Dataset content:

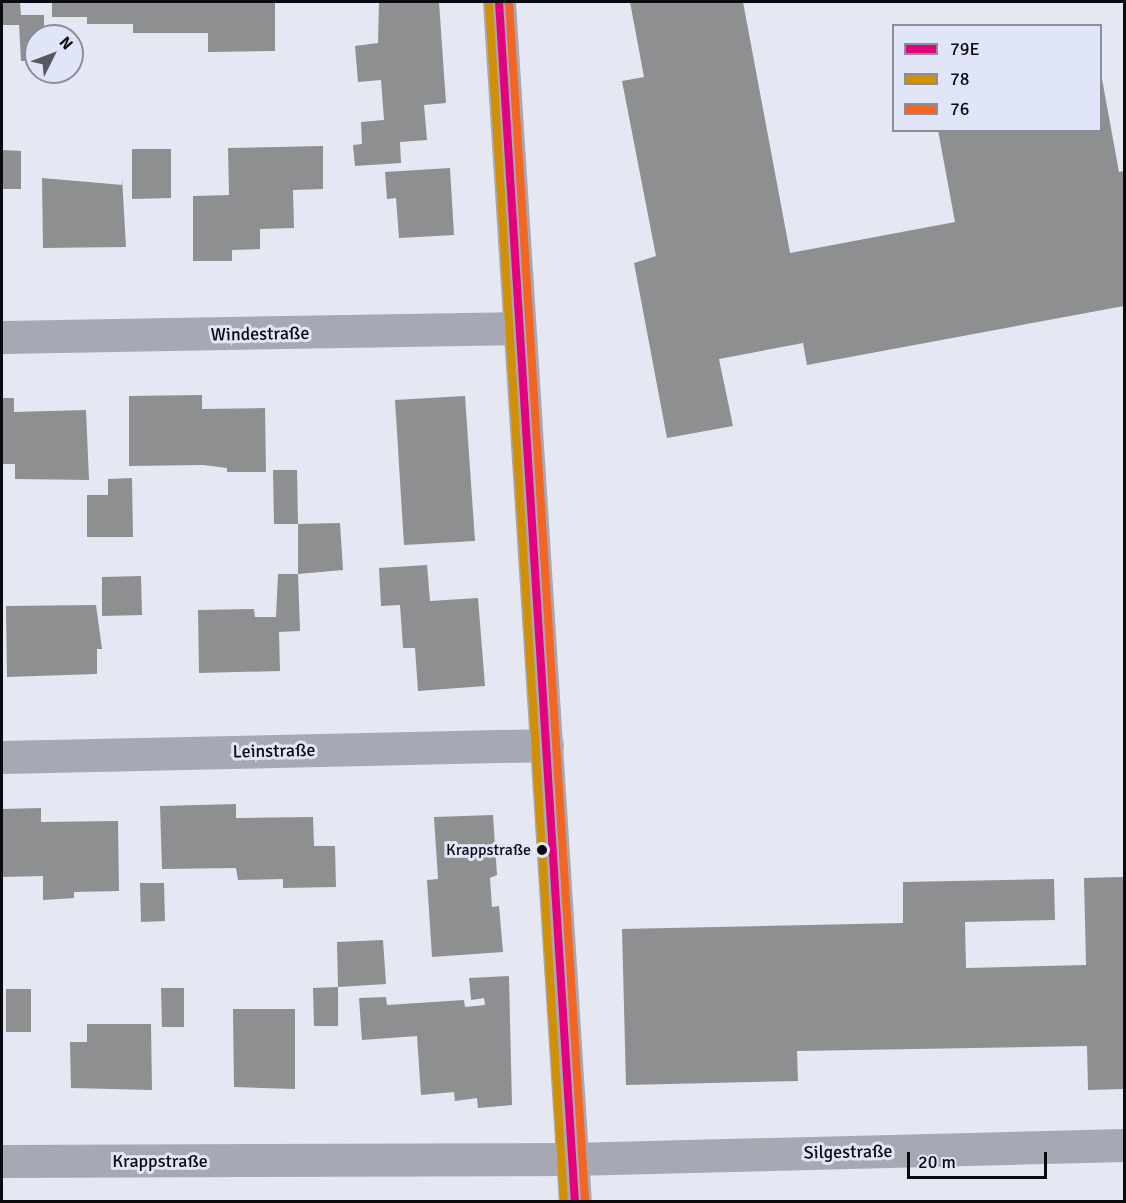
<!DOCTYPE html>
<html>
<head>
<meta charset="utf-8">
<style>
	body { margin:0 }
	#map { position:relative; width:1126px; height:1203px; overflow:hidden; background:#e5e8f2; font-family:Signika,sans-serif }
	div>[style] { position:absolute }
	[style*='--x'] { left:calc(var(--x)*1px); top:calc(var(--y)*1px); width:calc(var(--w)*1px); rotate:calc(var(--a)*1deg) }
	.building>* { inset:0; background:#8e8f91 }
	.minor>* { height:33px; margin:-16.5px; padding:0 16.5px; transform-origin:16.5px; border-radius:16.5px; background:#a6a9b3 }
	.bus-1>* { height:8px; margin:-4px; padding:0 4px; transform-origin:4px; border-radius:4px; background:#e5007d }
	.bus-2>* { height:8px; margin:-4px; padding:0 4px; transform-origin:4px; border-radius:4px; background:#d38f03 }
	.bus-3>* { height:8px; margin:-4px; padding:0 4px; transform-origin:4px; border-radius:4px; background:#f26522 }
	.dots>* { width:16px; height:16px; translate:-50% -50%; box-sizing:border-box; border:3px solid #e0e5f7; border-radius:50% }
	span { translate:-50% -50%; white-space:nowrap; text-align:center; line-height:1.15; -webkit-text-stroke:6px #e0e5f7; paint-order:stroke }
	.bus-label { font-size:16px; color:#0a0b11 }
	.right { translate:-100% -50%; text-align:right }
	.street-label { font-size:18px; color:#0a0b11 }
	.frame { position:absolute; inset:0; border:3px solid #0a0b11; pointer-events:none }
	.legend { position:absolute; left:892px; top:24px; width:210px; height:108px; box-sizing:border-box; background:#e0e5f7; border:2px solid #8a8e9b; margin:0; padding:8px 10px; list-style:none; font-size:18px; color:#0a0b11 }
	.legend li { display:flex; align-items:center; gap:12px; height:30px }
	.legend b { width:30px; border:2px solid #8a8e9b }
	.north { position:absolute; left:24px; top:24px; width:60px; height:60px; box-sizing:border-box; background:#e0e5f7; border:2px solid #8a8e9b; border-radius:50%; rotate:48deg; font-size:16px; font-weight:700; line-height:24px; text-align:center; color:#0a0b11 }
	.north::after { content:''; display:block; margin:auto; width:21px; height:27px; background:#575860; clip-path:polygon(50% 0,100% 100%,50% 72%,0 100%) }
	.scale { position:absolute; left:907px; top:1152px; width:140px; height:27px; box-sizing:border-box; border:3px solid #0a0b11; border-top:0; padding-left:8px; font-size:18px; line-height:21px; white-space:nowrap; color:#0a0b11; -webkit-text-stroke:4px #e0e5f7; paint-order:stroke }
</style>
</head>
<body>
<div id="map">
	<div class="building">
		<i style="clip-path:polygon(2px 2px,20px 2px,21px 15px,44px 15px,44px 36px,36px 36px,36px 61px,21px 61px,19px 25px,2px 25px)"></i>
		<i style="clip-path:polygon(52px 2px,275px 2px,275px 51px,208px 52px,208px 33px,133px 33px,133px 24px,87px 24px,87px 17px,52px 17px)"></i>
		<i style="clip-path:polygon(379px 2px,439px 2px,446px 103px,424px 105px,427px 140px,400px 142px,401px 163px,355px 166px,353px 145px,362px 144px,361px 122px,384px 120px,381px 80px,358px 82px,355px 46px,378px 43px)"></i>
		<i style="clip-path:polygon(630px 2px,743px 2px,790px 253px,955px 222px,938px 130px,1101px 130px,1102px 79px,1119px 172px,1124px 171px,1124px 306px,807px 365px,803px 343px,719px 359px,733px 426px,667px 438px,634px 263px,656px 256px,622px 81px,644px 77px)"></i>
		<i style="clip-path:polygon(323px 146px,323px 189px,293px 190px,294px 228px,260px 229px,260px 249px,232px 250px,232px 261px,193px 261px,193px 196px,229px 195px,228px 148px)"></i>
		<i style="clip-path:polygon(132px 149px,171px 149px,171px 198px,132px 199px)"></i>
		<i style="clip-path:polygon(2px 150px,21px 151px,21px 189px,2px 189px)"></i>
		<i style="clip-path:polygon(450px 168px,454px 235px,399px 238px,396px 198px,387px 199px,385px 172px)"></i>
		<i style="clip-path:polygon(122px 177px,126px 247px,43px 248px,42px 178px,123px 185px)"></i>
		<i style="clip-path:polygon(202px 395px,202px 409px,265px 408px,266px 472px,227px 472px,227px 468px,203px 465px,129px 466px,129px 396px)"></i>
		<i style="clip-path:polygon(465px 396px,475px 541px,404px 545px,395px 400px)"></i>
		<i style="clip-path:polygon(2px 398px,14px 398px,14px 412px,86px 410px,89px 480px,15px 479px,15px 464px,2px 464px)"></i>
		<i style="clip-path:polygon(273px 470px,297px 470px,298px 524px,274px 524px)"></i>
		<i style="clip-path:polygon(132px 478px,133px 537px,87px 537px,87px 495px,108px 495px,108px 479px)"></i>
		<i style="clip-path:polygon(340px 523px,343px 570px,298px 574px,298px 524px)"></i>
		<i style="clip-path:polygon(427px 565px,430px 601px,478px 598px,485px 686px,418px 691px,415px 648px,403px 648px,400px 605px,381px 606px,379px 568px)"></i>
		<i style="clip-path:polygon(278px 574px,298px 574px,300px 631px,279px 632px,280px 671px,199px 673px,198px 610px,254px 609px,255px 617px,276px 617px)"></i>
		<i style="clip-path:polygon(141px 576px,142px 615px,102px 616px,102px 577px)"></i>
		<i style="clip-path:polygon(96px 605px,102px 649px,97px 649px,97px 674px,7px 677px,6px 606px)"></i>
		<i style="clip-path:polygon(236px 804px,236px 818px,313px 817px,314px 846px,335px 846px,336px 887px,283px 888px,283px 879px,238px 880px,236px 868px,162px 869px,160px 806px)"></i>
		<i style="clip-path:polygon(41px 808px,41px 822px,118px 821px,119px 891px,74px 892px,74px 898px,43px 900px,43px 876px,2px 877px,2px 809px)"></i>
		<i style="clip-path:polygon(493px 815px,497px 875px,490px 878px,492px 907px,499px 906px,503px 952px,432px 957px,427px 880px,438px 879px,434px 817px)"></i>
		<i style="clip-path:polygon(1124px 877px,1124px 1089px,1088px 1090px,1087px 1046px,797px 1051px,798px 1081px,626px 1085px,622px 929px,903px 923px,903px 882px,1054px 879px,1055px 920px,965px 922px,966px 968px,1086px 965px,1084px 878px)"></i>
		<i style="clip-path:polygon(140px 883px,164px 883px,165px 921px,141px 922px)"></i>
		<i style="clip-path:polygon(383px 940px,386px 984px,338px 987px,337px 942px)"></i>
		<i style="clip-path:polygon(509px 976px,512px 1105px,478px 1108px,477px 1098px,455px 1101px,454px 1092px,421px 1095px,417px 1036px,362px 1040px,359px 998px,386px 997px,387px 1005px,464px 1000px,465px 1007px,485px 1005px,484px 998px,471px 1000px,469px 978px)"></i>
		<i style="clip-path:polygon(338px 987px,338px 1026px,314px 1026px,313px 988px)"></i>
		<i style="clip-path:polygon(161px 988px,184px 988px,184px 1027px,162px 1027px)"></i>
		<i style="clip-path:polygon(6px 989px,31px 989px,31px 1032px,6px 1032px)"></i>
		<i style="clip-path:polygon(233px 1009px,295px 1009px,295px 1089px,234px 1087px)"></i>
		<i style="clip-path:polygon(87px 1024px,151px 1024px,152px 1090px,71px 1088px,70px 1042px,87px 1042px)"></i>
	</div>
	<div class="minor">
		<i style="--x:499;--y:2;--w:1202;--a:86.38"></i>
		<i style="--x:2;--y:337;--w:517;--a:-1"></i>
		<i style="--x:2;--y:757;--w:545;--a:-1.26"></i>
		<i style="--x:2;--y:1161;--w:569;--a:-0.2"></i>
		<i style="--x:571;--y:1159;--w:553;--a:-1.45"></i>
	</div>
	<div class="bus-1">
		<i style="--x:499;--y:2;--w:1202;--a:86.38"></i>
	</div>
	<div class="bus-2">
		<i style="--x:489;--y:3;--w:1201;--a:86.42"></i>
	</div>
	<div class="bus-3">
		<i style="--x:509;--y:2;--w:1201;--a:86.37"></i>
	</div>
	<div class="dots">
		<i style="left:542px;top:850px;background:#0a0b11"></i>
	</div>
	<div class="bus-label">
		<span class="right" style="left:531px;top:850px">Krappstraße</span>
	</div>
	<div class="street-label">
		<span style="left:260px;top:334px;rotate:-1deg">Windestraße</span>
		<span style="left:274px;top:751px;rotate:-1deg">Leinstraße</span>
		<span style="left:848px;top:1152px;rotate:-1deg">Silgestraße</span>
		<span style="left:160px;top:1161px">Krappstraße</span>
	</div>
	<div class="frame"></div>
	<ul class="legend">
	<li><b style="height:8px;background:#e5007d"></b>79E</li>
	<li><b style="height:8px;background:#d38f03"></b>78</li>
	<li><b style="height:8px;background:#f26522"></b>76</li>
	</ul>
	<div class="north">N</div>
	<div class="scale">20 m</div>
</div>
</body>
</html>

...

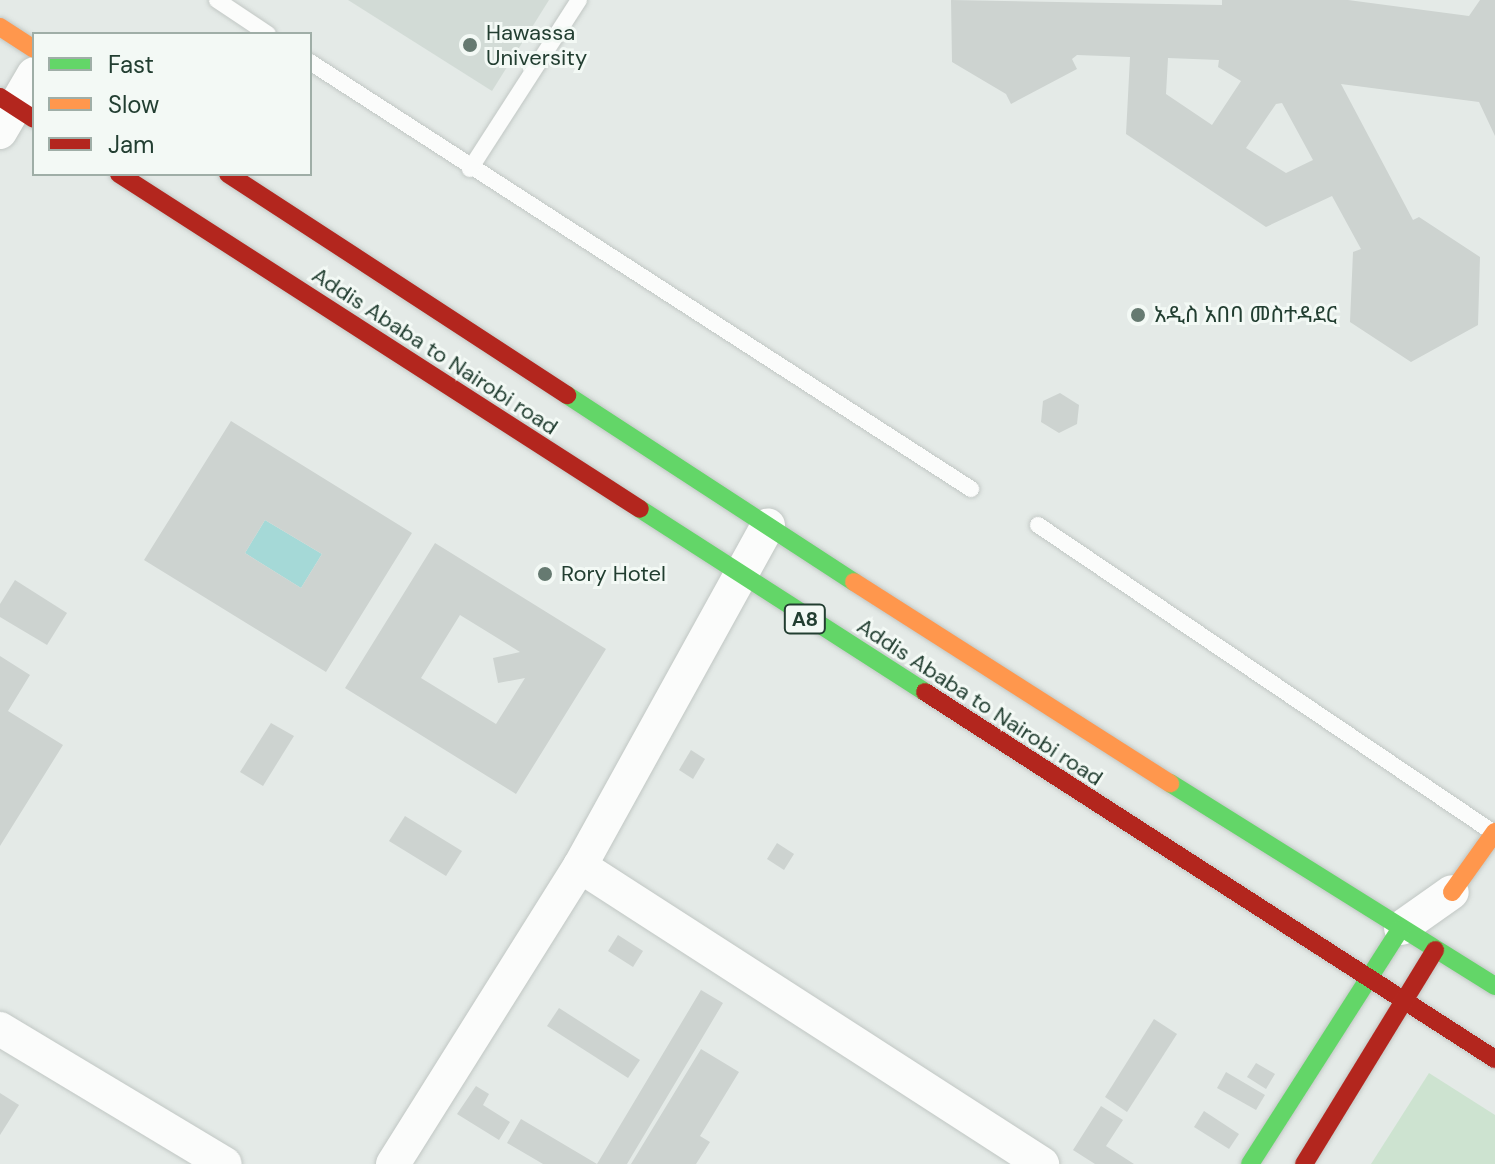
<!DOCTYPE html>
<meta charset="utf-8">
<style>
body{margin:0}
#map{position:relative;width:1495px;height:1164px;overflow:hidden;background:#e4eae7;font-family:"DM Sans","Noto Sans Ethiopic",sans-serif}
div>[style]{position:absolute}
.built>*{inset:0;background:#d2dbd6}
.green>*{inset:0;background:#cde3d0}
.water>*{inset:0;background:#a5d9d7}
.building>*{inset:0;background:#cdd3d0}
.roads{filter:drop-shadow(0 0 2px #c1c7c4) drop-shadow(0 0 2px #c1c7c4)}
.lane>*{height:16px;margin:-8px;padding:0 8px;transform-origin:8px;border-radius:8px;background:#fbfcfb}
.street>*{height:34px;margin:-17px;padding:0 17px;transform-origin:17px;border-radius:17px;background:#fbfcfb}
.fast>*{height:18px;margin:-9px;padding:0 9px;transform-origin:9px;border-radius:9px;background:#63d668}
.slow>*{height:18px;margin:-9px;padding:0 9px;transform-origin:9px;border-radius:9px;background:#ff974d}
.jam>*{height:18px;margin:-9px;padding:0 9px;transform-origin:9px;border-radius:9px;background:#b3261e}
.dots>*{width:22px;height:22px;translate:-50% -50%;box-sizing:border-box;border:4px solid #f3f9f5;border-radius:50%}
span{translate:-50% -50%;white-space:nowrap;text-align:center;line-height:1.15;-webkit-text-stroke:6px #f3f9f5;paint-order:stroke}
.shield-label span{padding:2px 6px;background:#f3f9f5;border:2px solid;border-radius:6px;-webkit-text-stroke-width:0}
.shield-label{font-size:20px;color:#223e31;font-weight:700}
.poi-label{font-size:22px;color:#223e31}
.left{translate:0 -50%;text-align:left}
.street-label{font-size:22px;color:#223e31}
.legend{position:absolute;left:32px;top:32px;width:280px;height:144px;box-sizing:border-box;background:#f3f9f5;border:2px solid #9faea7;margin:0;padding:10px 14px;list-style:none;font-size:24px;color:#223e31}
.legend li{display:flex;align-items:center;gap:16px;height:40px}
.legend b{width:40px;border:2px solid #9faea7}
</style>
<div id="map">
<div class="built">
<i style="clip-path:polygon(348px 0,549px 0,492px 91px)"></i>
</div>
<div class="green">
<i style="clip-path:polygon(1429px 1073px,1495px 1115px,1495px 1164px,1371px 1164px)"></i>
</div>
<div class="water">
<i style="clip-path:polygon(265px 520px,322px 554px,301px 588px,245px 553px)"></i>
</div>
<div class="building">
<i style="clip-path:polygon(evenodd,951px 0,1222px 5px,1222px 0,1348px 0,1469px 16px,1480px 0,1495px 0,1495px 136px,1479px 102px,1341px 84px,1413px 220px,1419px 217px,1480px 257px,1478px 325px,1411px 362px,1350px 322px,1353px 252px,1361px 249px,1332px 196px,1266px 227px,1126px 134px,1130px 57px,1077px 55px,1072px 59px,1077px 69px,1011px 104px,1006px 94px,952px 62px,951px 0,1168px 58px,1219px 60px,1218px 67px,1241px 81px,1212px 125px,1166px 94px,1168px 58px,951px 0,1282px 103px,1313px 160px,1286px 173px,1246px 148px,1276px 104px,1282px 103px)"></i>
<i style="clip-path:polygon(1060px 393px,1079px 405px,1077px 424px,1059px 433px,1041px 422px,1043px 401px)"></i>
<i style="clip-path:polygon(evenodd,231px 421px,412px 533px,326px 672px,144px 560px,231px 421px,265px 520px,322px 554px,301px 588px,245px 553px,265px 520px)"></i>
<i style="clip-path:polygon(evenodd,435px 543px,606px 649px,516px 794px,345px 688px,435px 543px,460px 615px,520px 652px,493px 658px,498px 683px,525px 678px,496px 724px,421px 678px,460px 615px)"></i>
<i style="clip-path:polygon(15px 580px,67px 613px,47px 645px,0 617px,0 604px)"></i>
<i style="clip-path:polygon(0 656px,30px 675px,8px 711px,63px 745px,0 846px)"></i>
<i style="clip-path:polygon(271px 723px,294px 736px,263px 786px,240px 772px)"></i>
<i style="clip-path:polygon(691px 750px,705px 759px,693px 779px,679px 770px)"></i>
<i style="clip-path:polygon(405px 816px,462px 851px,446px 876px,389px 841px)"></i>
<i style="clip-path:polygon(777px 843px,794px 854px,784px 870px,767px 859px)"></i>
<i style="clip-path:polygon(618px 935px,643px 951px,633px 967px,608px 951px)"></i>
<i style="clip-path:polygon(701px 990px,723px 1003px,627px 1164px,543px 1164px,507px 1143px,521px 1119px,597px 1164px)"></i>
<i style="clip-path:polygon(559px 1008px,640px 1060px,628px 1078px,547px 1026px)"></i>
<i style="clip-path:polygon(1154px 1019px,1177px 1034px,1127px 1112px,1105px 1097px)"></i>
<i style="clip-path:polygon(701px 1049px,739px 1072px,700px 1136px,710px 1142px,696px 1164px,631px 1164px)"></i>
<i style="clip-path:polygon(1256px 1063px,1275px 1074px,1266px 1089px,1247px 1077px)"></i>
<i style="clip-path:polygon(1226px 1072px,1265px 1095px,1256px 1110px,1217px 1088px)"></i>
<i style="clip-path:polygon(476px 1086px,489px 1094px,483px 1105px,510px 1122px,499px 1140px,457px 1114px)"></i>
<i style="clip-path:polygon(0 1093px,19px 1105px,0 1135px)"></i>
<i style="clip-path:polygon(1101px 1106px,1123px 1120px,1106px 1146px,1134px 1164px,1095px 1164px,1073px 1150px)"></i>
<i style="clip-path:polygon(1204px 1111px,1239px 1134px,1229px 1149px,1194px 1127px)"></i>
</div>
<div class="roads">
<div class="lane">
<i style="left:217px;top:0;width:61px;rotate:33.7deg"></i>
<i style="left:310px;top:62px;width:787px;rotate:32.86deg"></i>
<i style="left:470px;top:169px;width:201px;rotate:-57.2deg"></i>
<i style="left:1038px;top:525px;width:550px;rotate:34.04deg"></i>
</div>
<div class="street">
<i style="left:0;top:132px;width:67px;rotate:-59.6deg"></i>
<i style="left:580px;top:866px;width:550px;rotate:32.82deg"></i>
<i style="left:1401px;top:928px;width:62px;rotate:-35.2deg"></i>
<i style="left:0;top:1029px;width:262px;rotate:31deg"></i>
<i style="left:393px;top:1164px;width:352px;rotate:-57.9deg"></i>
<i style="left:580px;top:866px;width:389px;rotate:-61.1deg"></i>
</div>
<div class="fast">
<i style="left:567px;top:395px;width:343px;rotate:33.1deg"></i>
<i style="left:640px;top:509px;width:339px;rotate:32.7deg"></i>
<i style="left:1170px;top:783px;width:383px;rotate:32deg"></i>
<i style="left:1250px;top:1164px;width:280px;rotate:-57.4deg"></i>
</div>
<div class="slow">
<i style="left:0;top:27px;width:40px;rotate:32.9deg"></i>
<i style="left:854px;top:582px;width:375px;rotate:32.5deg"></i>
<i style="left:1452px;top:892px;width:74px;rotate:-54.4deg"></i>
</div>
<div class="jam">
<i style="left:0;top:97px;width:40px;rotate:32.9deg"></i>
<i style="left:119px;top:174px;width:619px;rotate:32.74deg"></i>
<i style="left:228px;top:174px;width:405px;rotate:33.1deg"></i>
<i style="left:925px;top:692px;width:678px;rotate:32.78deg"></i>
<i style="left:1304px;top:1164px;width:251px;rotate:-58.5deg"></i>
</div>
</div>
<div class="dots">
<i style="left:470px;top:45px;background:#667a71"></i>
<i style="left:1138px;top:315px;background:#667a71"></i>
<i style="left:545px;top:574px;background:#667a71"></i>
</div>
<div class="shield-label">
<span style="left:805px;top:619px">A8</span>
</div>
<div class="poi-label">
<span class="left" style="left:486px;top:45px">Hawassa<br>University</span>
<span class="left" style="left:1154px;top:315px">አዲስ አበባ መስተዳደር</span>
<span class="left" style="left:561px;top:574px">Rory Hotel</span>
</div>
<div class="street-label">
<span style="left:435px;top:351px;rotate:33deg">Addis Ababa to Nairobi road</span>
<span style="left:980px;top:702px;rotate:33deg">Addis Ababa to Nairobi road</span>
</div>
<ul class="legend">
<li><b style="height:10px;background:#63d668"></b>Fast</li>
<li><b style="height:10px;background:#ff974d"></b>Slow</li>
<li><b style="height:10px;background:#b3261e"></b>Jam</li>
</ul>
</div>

Exercise description: Here the job is to set down exactly the lines of the material above that fall between the one with "translate:-50% -50%; white-space:nowrap;" and the one with "display:flex; align-items:center; gap:12px;", inclusive, and nothing beyond them.

Written answer:
	span { translate:-50% -50%; white-space:nowrap; text-align:center; line-height:1.15; -webkit-text-stroke:6px #e0e5f7; paint-order:stroke }
	.bus-label { font-size:16px; color:#0a0b11 }
	.right { translate:-100% -50%; text-align:right }
	.street-label { font-size:18px; color:#0a0b11 }
	.frame { position:absolute; inset:0; border:3px solid #0a0b11; pointer-events:none }
	.legend { position:absolute; left:892px; top:24px; width:210px; height:108px; box-sizing:border-box; background:#e0e5f7; border:2px solid #8a8e9b; margin:0; padding:8px 10px; list-style:none; font-size:18px; color:#0a0b11 }
	.legend li { display:flex; align-items:center; gap:12px; height:30px }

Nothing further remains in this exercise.